Fixed Annotator Model Deployment when reproducing MedHELM

I was following [MedHELM docs](https://crfm-helm.readthedocs.io/en/latest/medhelm/) and [Doc on Reproducing Leaderboard](https://crfm-helm.readthedocs.io/en/latest/reproducing_leaderboards/) to try to recreate MedHELM leaderboard on ACI-Bench dataset, but using local HF models such as Llama-3.1. The inference with local models ran smoothly, but I am having tough time trying to get LLM-Jury Annotators to run.

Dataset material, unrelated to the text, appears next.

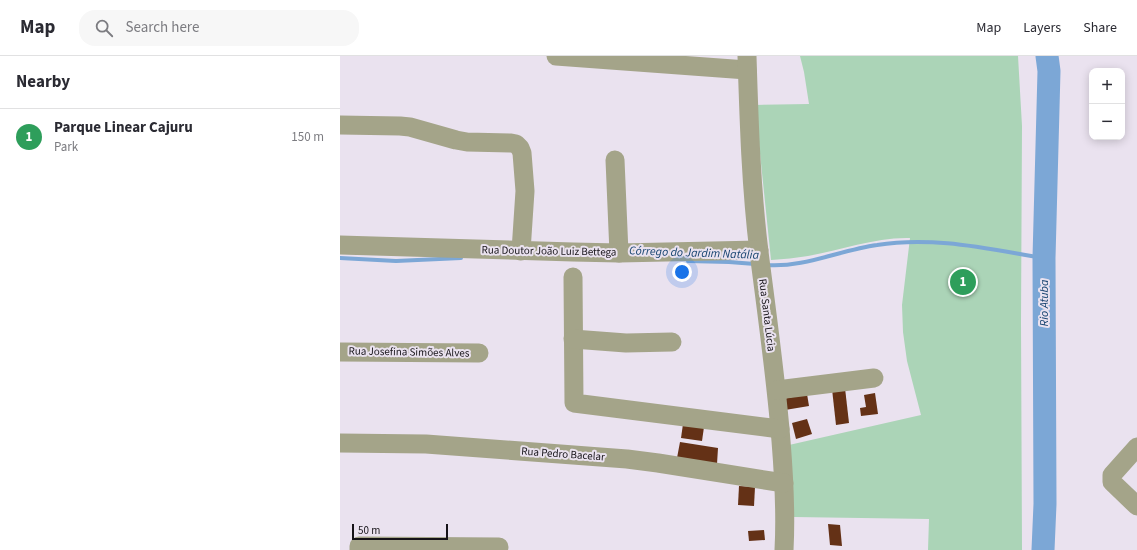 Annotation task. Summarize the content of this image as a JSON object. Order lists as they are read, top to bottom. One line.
{"streets":{"street":["Rua Doutor João Luiz Bettega","Rua Santa Lúcia","Rua Josefina Simões Alves","Rua Pedro Bacelar"]},"crossings":[["Rua Doutor João Luiz Bettega","Rua Santa Lúcia"],["Rua Santa Lúcia","Rua Pedro Bacelar"]],"water":["Córrego do Jardim Natália","Rio Atuba"],"scale_bar":"50 m","page":{"header":"Map","search":"Search here","nav":["Map","Layers","Share"],"heading":"Nearby","map_buttons":["+","−"],"list":[{"mark":"1","name":"Parque Linear Cajuru","note":"Park","value":"150 m"}],"pins":"1","scale":"50 m"}}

It keeps spitting out warnings like "Could not find key 'stanfordhealthcare/llama-3.3-70b-instruct' under key 'deployments' in credentials.conf". I actually did write that in credentials.conf file, and it kept saying that it couldn't find the key. (I wrote down anthropic and openai models in same fashion and they ran fine, so this was perplexing)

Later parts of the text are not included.